DATA SUPPLIED —
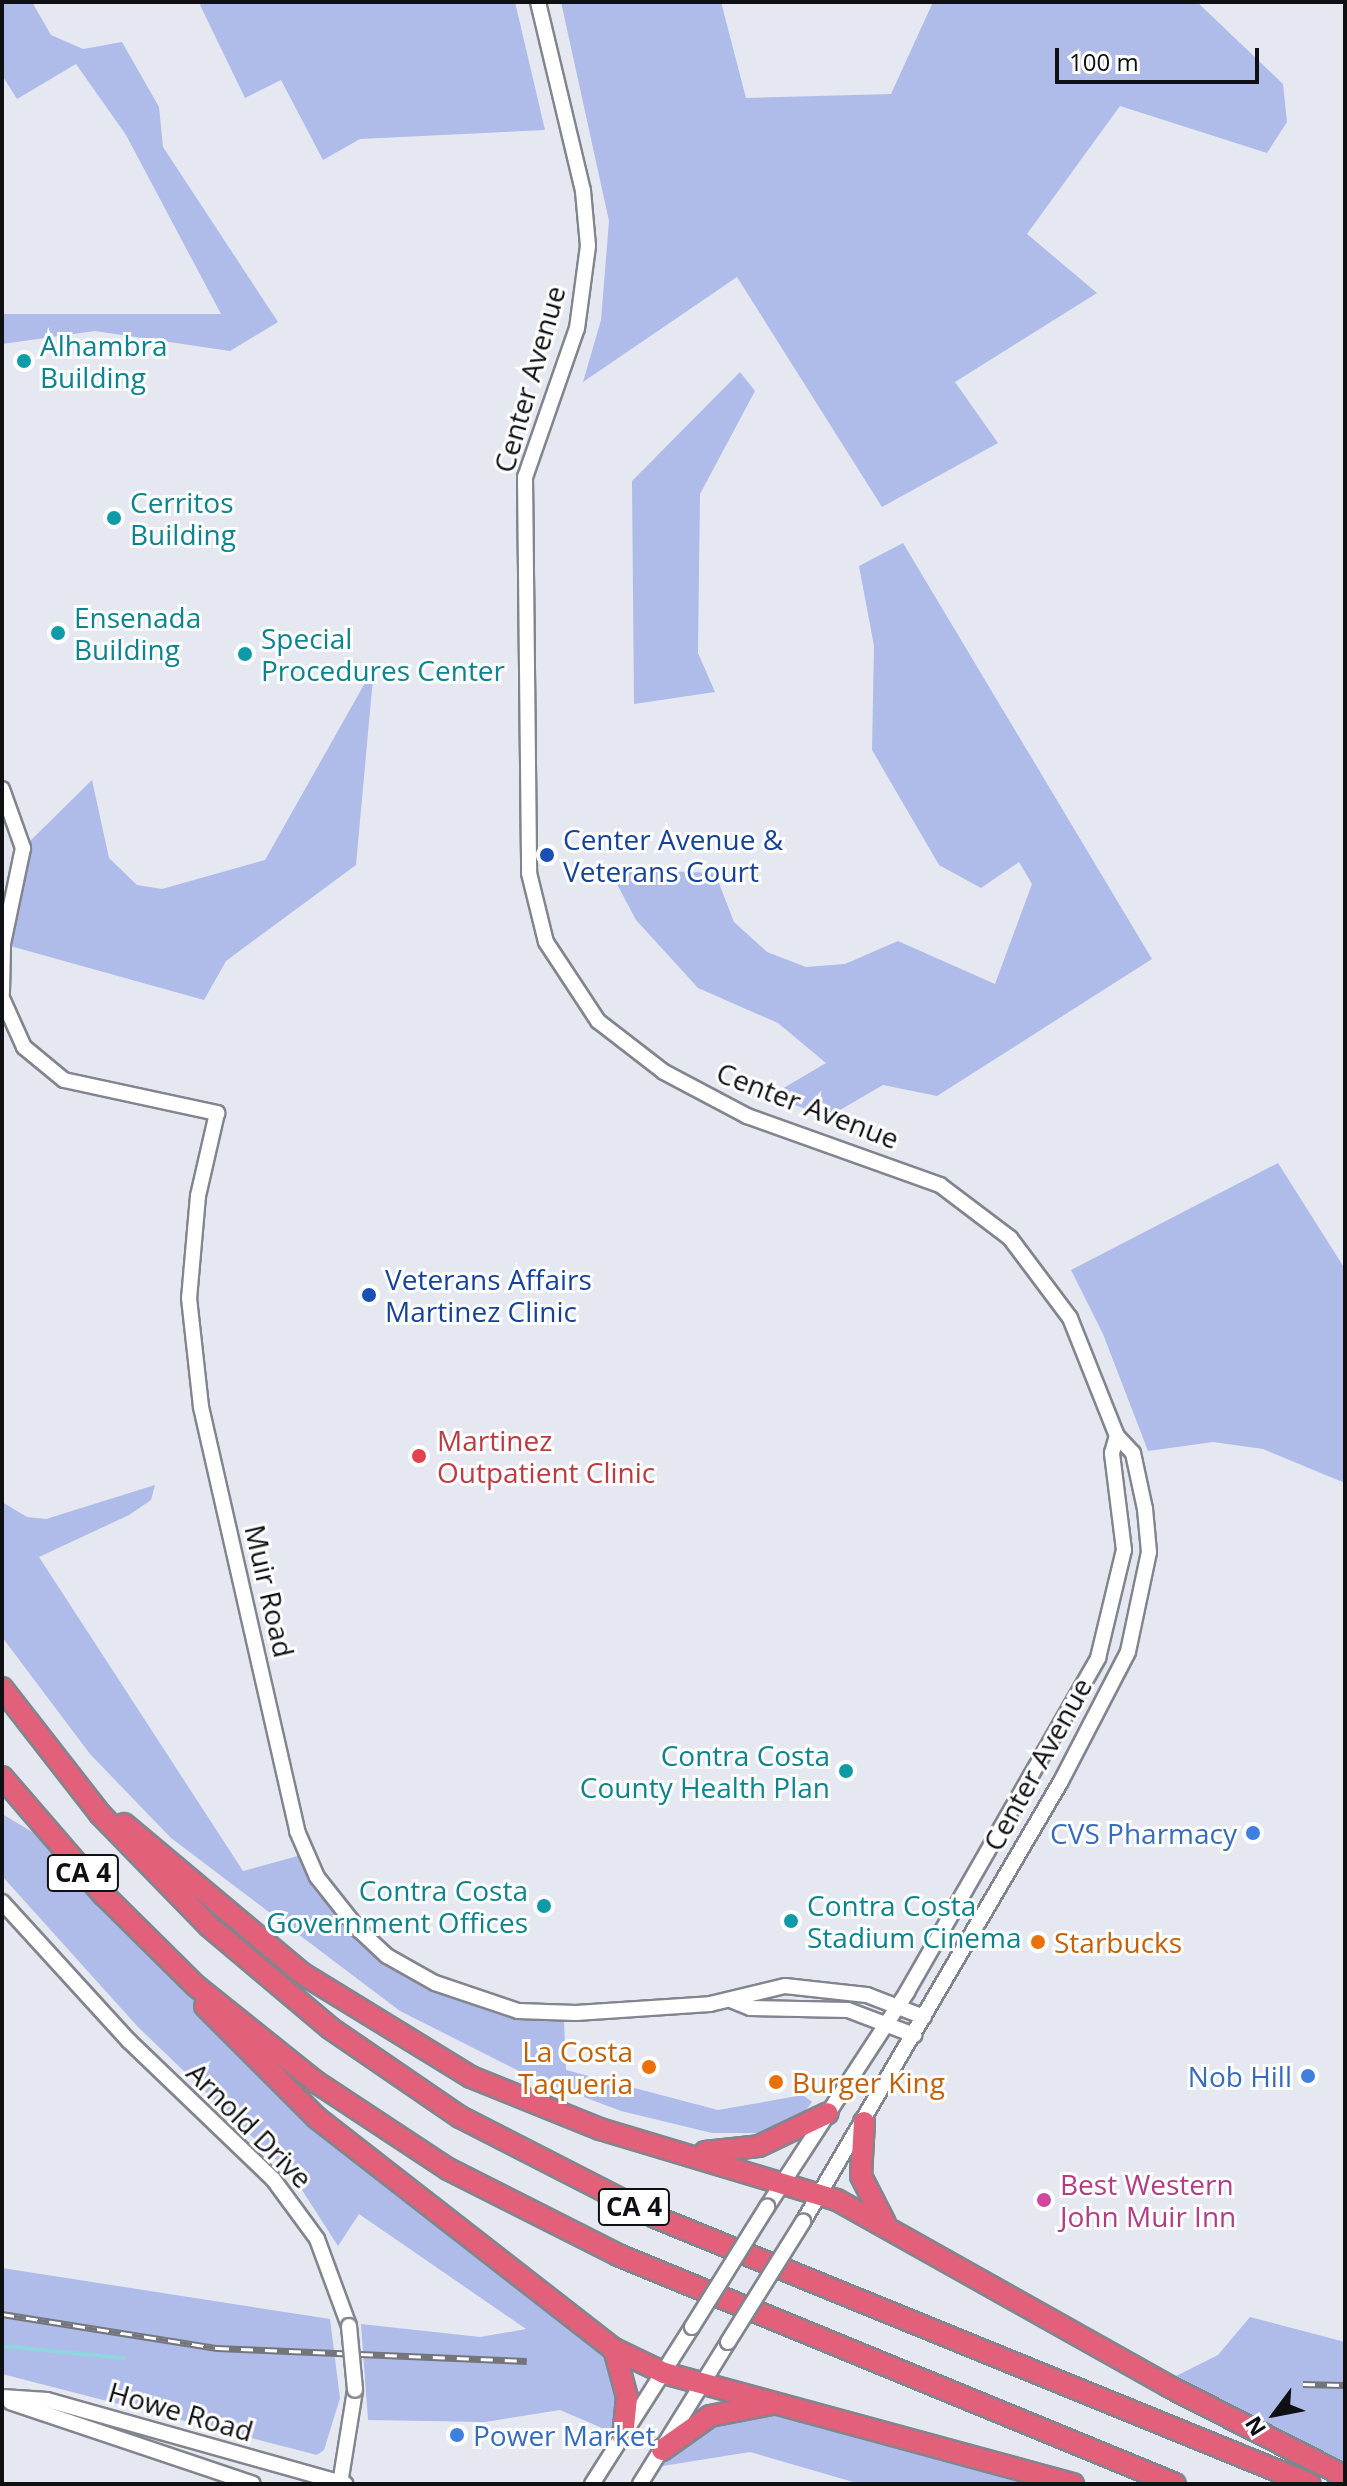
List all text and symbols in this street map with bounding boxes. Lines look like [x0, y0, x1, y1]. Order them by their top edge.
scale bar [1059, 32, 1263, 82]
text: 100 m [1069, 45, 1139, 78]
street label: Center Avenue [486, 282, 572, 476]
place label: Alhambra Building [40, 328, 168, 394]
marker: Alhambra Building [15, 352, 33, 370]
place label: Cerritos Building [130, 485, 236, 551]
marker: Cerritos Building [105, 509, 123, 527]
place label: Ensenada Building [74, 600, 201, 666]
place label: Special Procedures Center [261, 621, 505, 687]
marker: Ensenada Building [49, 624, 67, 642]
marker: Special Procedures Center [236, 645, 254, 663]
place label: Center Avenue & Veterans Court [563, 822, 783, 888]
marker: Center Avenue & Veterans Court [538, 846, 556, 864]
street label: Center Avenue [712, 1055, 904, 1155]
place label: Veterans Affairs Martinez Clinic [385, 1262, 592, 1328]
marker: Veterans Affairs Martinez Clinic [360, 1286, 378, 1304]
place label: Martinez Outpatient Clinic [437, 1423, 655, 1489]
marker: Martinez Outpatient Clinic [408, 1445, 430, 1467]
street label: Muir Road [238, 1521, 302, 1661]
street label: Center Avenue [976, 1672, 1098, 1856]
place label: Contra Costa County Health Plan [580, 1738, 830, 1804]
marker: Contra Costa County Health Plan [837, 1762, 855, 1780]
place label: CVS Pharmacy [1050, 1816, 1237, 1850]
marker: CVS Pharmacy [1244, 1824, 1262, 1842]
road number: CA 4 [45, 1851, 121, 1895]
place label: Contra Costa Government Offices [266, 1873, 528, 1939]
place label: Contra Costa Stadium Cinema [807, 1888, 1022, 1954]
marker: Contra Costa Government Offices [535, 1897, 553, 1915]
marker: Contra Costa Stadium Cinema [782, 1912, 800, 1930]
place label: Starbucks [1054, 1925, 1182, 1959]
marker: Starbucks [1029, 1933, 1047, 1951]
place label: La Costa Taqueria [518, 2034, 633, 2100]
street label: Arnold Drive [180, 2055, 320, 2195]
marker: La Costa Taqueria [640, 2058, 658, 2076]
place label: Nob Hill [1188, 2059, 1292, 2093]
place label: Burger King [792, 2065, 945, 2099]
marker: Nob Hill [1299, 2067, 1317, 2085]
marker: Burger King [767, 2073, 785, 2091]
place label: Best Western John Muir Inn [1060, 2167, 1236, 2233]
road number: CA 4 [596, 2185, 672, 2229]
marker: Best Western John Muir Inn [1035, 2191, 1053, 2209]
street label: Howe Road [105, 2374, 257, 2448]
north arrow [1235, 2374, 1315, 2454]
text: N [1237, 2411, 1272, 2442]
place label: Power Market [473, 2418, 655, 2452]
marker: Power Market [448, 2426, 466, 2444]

INSTRUCTIONS TO FOLLOW —
For the string "Pharmacy", go through the entries above and copy each line where it occurs.

ANSWER BELOW —
place label: CVS Pharmacy [1050, 1816, 1237, 1850]
marker: CVS Pharmacy [1244, 1824, 1262, 1842]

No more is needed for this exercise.